Your neighbours wouldn't be very happy if you make +50 liters batches 
There is a lot of NOx released when using 1 liter of AR, I don't imagine it 50 times more lol.


----------



## lazersteve (Dec 4, 2007)

Fragum,

I typically process 5-8 pound batches of fingers with AP in a 5 gallon bucket. The key is agitation. The more scrap in the bucket the harder it is for the AP to dissolve the copper due to the shielding effect of adjacent fingers to one another. They tend to press together and protect each other from solution exposure.

Another set of problems come about when filtering, rinsing, and disposing of the larger volumes and masses of material you will be handling. If you process more weight than you can lift you will need an alternate means of moving the scrap and solutions.

As Noxx pointed out increased fumes and chemical safety are always a concern when scaling up any reaction.

If you are setup properly you can scale up just about any chemical reaction.

Steve


----------



## Fragum (Dec 5, 2007)

Thanks for the replies!

One of my concerns was determining if there were thresholds (which were discussed) surrounding either chemical reactions (fumes, heat) and/or production costs such as the escalation of chemicals used in the process.

Another concern would be the process itself. Do you stage your processes to maximize the efficiencies? for example: Let's say you process 5-8 lbs of fingers at a time. When you harvest the gold foils from that batch, do you combine this output with the output from other batches until you have a specific amount of foils (in grams) to dissolve - or do you maintain a process integrity by processing the batch from start to finish is a single lot?

I can see where the process integrity is important for the first-timers just so that there is a grasp of the entire process, but after there is a clear understanding of the process, hazards, and waste issues - I would think that moving from a linear process to a demand flow process would maximize the time involved per the gold output.

You guys have been doing this for a long time, and I want to lean on your expertise as much as I can.

Thanks.


----------



## goldsilverpro (Dec 5, 2007)

If I understand your question, I think you're putting the cart before the horse. In my opinion, you first need to come to an full understanding of the processes. The best way to do this is by experimenting with very small lots. Only then, should you try to maximize the processes. This maximization is dependent on your particular situation - How much fumes can your setup tolerate? - What equipment do you have? - What type parts are you running? - What process(es) are you using?, Etc., etc. If you start small and gear up progressively, you'll soon be able to answer your own questions.

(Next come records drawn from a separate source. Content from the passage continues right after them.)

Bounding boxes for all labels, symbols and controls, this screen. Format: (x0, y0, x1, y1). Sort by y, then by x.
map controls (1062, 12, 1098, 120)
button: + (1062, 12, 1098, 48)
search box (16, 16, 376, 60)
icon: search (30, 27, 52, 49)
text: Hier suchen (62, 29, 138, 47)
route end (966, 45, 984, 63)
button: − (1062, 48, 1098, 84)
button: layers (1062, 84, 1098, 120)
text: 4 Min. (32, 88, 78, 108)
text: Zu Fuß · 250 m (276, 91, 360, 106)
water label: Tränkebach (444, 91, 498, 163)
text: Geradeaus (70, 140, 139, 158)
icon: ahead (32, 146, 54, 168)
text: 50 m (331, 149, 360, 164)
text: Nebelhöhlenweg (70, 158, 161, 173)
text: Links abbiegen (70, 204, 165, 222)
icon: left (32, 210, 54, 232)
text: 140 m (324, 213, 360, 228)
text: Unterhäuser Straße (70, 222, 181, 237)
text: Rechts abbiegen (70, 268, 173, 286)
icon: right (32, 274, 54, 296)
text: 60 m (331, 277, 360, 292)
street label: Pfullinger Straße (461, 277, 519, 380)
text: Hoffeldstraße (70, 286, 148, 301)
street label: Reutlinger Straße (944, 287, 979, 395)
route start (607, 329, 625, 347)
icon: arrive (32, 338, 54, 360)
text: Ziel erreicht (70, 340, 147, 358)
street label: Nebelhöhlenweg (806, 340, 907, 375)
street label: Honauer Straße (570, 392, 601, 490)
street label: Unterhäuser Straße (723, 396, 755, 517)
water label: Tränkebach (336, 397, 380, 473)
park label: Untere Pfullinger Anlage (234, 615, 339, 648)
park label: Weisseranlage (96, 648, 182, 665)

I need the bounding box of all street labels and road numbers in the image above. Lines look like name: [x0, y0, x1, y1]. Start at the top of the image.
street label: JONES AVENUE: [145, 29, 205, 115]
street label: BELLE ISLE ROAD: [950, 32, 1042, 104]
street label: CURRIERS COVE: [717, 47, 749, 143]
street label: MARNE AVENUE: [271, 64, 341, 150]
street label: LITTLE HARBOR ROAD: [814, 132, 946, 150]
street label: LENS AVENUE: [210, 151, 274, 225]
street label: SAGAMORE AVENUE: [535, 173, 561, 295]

In reading the posts on this forum, you have surely realized that there are very few absolutes. There are just too many variables, especially with electronic materials. The closest thing to an absolute are Harold's excellent instructions for running karat gold scrap.


----------



## skyline27 (Dec 5, 2007)

Does anyone have any actual examples of processing multiple batches of foils from when they are stripped until melting. How many grams did you dissolve in Acid-Clorox? Are there benefits to concentrating your foils into one big batch rather than going A-Z with a single batch?

Any advice would be great!


----------



## lazersteve (Dec 5, 2007)

Personally I work in a linear fashion with very few exceptions. 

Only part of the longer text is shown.